#### [EXERCISE AIM]
Only the lines that hold "toPath" should be in the answer, each copied from the data below.

#### [PROVIDED INFORMATION]

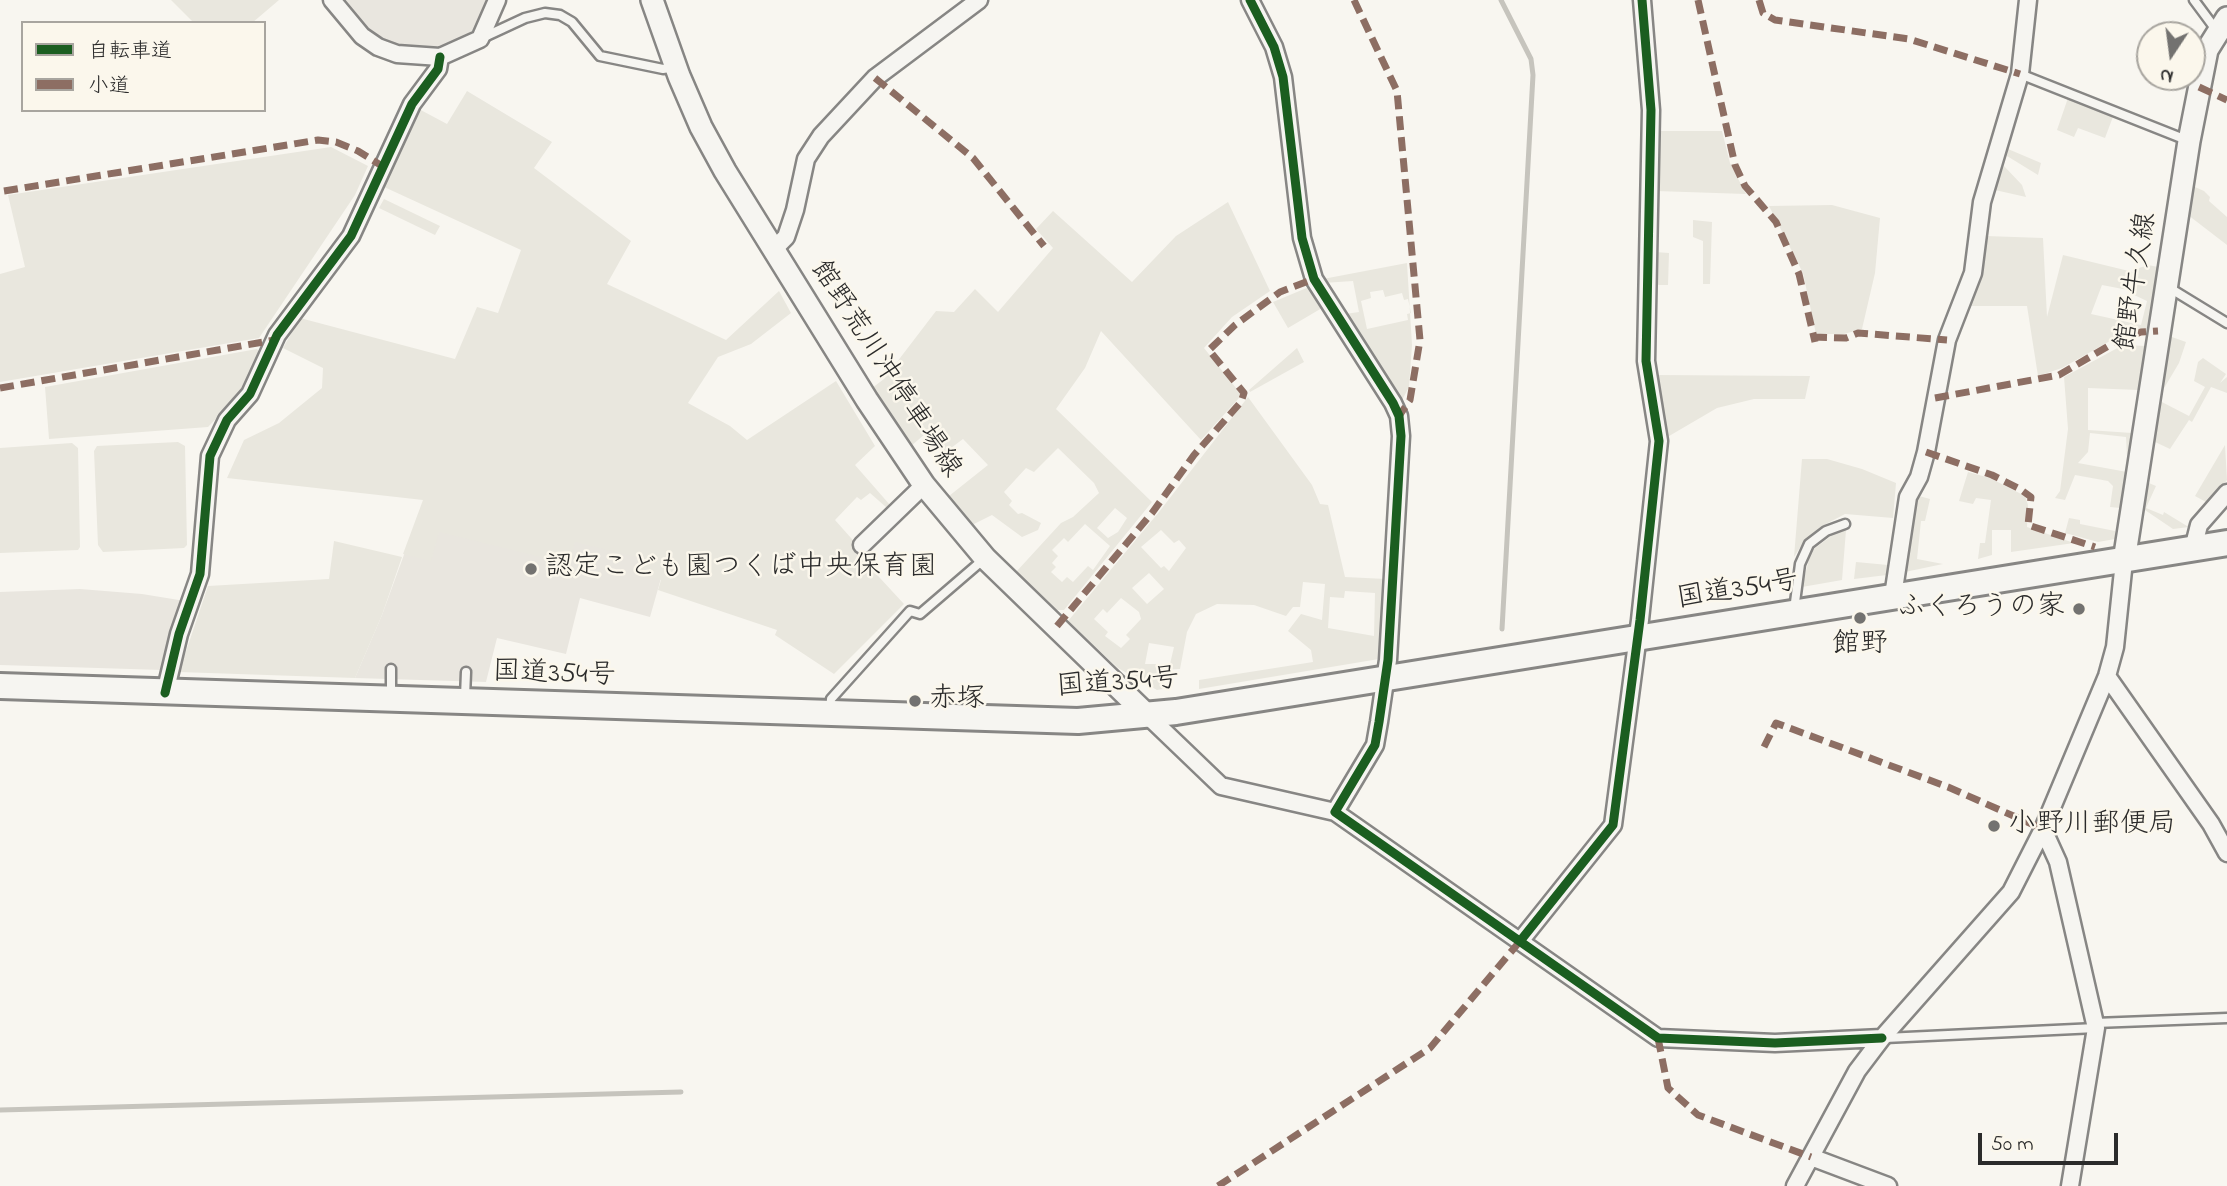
<!DOCTYPE html>
<html>
<head>
<meta charset="utf-8">
<style>
  body { margin:0 }
  #map { position:relative; width:2227px; height:1186px; overflow:hidden; background:#f8f6f0; font-family:"Indie Flower","Klee One",sans-serif }
  canvas { display:block }
  .legend { position:absolute; left:21px; top:21px; width:245px; height:91px; box-sizing:border-box; background:#fbf7ec; border:2px solid #a8a59f; margin:0; padding:9px 12px; list-style:none; font-size:21px; color:#2b2b2b }
  .legend li { display:flex; align-items:center; gap:14px; height:35px }
  .legend b { width:35px; border:2px solid #a8a59f }
  .north { position:absolute; left:2136px; top:21px; width:70px; height:70px; box-sizing:border-box; background:#fbf7ec; border:2px solid #a8a59f; border-radius:50%; rotate:193deg; font-size:19px; font-weight:700; line-height:28px; text-align:center; color:#2b2b2b }
  .north::after { content:''; display:block; margin:auto; width:24px; height:32px; background:#737270; clip-path:polygon(50% 0,100% 100%,50% 72%,0 100%) }
  .scale { position:absolute; left:1978px; top:1133px; width:140px; height:32px; box-sizing:border-box; border:4px solid #2b2b2b; border-top:0; padding-left:9px; font-size:21px; line-height:24px; white-space:nowrap; color:#2b2b2b; -webkit-text-stroke:5px #fbf7ec; paint-order:stroke }
</style>
</head>
<body>
<div id="map">
<canvas width="2227" height="1186"></canvas>
<ul class="legend">
<li><b style="height:9px;background:#1b5e20"></b>自転車道</li>
<li><b style="height:9px;background:#8d6e63"></b>小道</li>
</ul>
<div class="north">N</div>
<div class="scale">50 m</div>
</div>
<script>
const context = document.querySelector('canvas').getContext('2d');
context.lineJoin = 'round';
function fill(path, color) { context.fillStyle = color; context.fill(path, 'evenodd'); }
const toPath = rows => new Path2D(rows.map(r => 'M' + r).join(''));
function strokePath(path, color, width, dash) { context.strokeStyle = color; context.lineWidth = width; context.lineCap = dash ? 'butt' : 'round'; context.setLineDash(dash || []); context.stroke(path); }
function label(font, color, halo, rows, align = 'center') {
  context.font = font + ' "Indie Flower","Klee One",sans-serif'; context.lineWidth = 5; context.setLineDash([]); context.textBaseline = 'middle'; context.strokeStyle = halo; context.fillStyle = color; for (const [text, x, y, turn = 0] of rows) {
    context.save(); context.translate(x, y); context.rotate((+turn || 0) * Math.PI / 180); context.textAlign = isNaN(turn) ? turn : align; if (halo) context.strokeText(text, 0, 0); context.fillText(text, 0, 0); context.restore();
  }
}
fill(toPath([
  [341,0,489,0,478,26,464,37,447,46,415,49,380,39,364,27],
  [424,500,673,536,650,617,580,598,566,654,497,638,486,682,355,678,382,615],
  [80,589,142,594,185,601,163,670,0,665,0,592]
]), '#e9e6df');
fill(toPath([
  [171,0,279,0,252,23,194,23],
  [467,91,552,142,534,168,631,241,607,284,726,340,779,291,791,313,751,344,718,357,688,403,730,426,747,440,836,381,875,446,855,465,890,505,887,508,870,493,861,500,857,497,835,520,859,547,855,551,904,604,834,674,775,635,777,630,658,590,661,580,637,574,640,558,575,542,569,564,439,532,431,561,403,554,423,500,227,478,244,440,279,423,322,388,323,368,283,348,300,318,455,359,477,307,498,313,521,250,382,186,417,108,447,124],
  [2069,95,2114,114,2105,138,2078,128,2074,137,2057,130],
  [1658,131,1722,131,1730,163,1746,194,1656,191],
  [331,147,368,166,355,195,259,338,0,382,0,274,25,267,8,195],
  [2008,149,2041,163,2038,175,2007,156],
  [2004,166,2022,185,2026,197,1995,190],
  [2195,187,2204,191,2210,197,2209,201,2227,217,2227,245,2188,215],
  [384,199,440,226,435,235,379,208],
  [1228,202,1270,291,1232,317,1204,348,1240,393,1239,398,1201,440,1101,331,1085,368,1056,409,1152,502,1064,610,1056,610,1016,572,1061,523,1073,517,1099,493,1094,483,1058,448,1034,472,1026,468,1004,492,1012,501,1009,505,1018,514,1022,513,1041,523,1038,530,1022,537,992,515,972,525,949,496,988,465,963,439,943,454,925,434,911,446,872,388,884,379,936,311,954,312,975,289,998,312,1053,248,1036,229,1053,211,1132,282,1176,236],
  [1115,508,1127,518,1118,532,1108,538,1097,528],
  [1085,524,1110,546,1093,570,1088,566,1073,582,1067,577,1062,582,1051,572,1056,567,1052,563,1058,556,1052,550,1064,538,1068,542],
  [1832,205,1880,218,1875,273,1862,329,1844,334,1816,334,1803,273,1769,206],
  [1693,220,1712,222,1710,284,1703,284,1703,241,1693,237],
  [1986,236,2043,238,2047,317,2063,255,2133,272,2128,290,2102,285,2091,314,2141,325,2147,301,2132,294,2136,277,2139,268,2148,265,2158,267,2148,329,2110,341,2062,368,2038,376,2027,306,1967,306],
  [1655,252,1669,253,1668,285,1654,285],
  [1407,263,1412,345,1409,387,1400,404,1345,314,1359,312,1353,281,1323,283,1323,279],
  [1383,290,1385,297,1402,293,1404,300,1408,299,1411,313,1407,314,1408,320,1367,329,1361,301,1371,298,1370,292],
  [1309,287,1322,308,1288,328,1273,302],
  [2169,336,2186,342,2179,363,2160,395],
  [2123,345,2146,346,2139,390,2088,388,2088,430,2132,433,2127,457,2126,437,2090,433,2088,452,2078,463,2127,472,2120,508,2110,507,2113,486,2108,481,2075,475,2065,500,2055,498,2060,491,2068,429,2064,377],
  [1297,348,1304,362,1250,392,1249,390],
  [257,349,260,353,238,396,208,427,49,439,45,387],
  [2203,358,2226,374,2220,383,2227,377,2227,393,2211,387,2192,422,2189,420,2170,449,2153,441,2158,400,2189,416,2205,387,2194,381,2198,362],
  [1656,375,1810,376,1805,399,1754,399,1717,408,1664,439],
  [1248,397,1312,485,1320,504,1328,505,1345,577,1386,579,1379,659,1199,689,1199,680,1313,662,1311,650,1288,631,1301,614,1322,620,1325,584,1303,582,1300,607,1293,607,1286,616,1254,605,1217,604,1196,614,1187,632,1180,669,1160,670,1163,689,1157,690,1118,668,1068,621,1159,512],
  [1161,530,1174,543,1179,540,1186,548,1169,571,1164,566,1161,568,1141,547],
  [1149,573,1164,589,1147,604,1132,588],
  [1345,591,1375,593,1374,636,1328,628,1330,597,1344,598],
  [1121,598,1139,612,1141,619,1126,635,1130,639,1121,648,1105,636,1108,632,1094,619,1103,609,1107,613],
  [1149,643,1174,647,1170,664,1145,664],
  [178,442,185,446,187,545,184,548,103,552,98,545,94,451,97,446],
  [72,443,78,448,80,547,78,550,0,553,0,448],
  [2225,445,2227,480,2189,527,2173,529,2142,508,2144,481,2156,486,2146,508,2163,515,2164,512,2187,526,2206,502,2195,496],
  [1802,459,1827,459,1862,469,1896,483,1893,518,1845,514,1822,526,1804,541,1794,557],
  [1968,472,1990,478,2025,496,2028,505,2027,527,2074,543,2011,552,2011,530,1992,530,1992,555,1978,559,1980,543,1985,543,1991,500,1976,498,1973,504,1959,501],
  [1919,496,1930,499,1925,521,1921,521,1917,559,1943,564,1905,572,1905,548],
  [2069,518,2080,520,2080,524,2115,531,2115,539,2098,542,2065,533],
  [1846,530,1842,580,1802,587,1811,551,1838,531],
  [334,541,402,557,382,615,355,678,179,672,208,586,329,579],
  [1856,562,1888,565,1887,575,1854,579]
]), '#e9e7de');
strokePath(toPath([
  [1501,0,1531,59,1533,75,1502,629],
  [0,1110,681,1092]
]), '#c6c4bd', 5);
const service = toPath([
  [2194,0,2217,31],
  [482,38,525,18,545,13,560,15,572,22,600,56,663,69,675,67],
  [2020,74,2189,141],
  [2168,287,2227,323],
  [1794,610,1800,564,1809,544,1826,531,1845,524],
  [391,697,391,669],
  [465,697,466,672],
  [830,711,831,699,910,611,920,614,984,559],
  [2095,1023,2227,1018],
  [1885,1038,2096,1028]
]);
const minor = toPath([
  [332,0,362,36,378,47,397,54,440,57,480,39,497,0],
  [1250,0,1274,47,1283,77,1302,238,1314,279,1393,403,1399,416,1401,436,1388,660,1379,722,1375,745,1335,812,1658,1038,1775,1043,1882,1038],
  [773,250,786,237,795,210,806,159,821,136,875,78,979,0],
  [862,545,924,485],
  [2193,549,2199,525,2227,493],
  [1893,596,1908,497,1919,477,1926,452,1947,340,1973,273,1982,202,2020,74,2028,0],
  [2107,676,2211,824,2227,853],
  [165,693,179,634,200,574,210,456,227,420,250,394,277,335,351,236,412,104,438,69,440,57],
  [1147,715,1221,786,1335,812],
  [2043,829,2058,862,2096,1028,2070,1186],
  [1521,940,1613,825,1640,620,1659,441,1646,361,1651,110,1642,0],
  [1811,1157,1888,1186],
  [1795,1186,1857,1071,1882,1038,2011,892,2043,829,2107,676,2115,647,2124,561]
]);
const secondary = toPath([
  [652,0,679,76,701,127,725,171,867,400,924,485,985,558,1147,715],
  [2124,561,2189,141,2207,50,2227,18]
]);
const trunk = toPath([
  [0,686,1078,721,1176,712,2227,543]
]);
strokePath(service, '#878684', 13);
strokePath(minor, '#878684', 21);
strokePath(secondary, '#878684', 26);
strokePath(trunk, '#878684', 30);
strokePath(service, '#f6f5f1', 8);
strokePath(minor, '#f6f5f1', 16);
strokePath(secondary, '#f6f5f1', 21);
strokePath(trunk, '#f6f5f1', 24);
strokePath(toPath([
  [1354,0,1397,91,1420,340,1410,400,1399,416],
  [1698,0,1735,165,1745,186,1776,222,1799,274,1815,342],
  [1759,0,1763,13,1775,20,1909,39,2020,74],
  [875,78,973,158,1044,246],
  [2199,87,2227,100],
  [4,191,318,140,336,142,358,151,382,166],
  [1813,337,1846,338,1858,333,1947,340],
  [0,388,275,340],
  [1935,398,2059,375,2117,341,2141,332,2158,331],
  [1926,452,1992,475,2020,489,2031,497,2028,525,2095,547],
  [1057,626,1152,513,1194,455,1241,402,1244,393,1209,350,1235,325,1280,292,1314,279],
  [1764,747,1776,723,1948,787,2043,829],
  [1658,1038,1668,1088,1698,1115,1811,1157],
  [1218,1186,1430,1048,1521,940]
]), '#8d6e63', 7, [14, 7]);
strokePath(toPath([
  [1250,0,1274,47,1283,77,1302,238,1314,279,1393,403,1399,416,1401,436,1388,660,1379,722,1375,745,1335,812,1658,1038,1775,1043,1882,1038],
  [165,693,179,634,200,574,210,456,227,420,250,394,277,335,351,236,412,104,438,69,440,57],
  [1521,940,1613,825,1640,620,1659,441,1646,361,1651,110,1642,0]
]), '#1b5e20', 9);
for (const [x, y, r, color] of [
  [531,569,7,"#737270"],
  [2079,609,7,"#737270"],
  [1860,618,7,"#737270"],
  [915,701,7,"#737270"],
  [1994,826,7,"#737270"]
]) { const dot = new Path2D(); dot.arc(x, y, r, 0, 2 * Math.PI); context.fillStyle = color; context.fill(dot); strokePath(dot, '#fbf7ec', 2.5); }
label('28px', '#2b2b2b', '#fbf7ec', [
  ["館野牛久線",2138,282,-81],
  ["館野荒川沖停車場線",884,370,57],
  ["国道354号",1738,592,-9],
  ["国道354号",554,676,2],
  ["国道354号",1118,685,-4]
]);
label('28px', '#2b2b2b', '#fbf7ec', [
  ["認定こども園つくば中央保育園",545,569],
  ["ふくろうの家",2065,609,"right"],
  ["館野",1860,646,"center"],
  ["赤塚",929,701],
  ["小野川郵便局",2008,826]
], 'left');
</script>
</body>
</html>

#### [EXERCISE RESULT]
const toPath = rows => new Path2D(rows.map(r => 'M' + r).join(''));
fill(toPath([
fill(toPath([
strokePath(toPath([
const service = toPath([
const minor = toPath([
const secondary = toPath([
const trunk = toPath([
strokePath(toPath([
strokePath(toPath([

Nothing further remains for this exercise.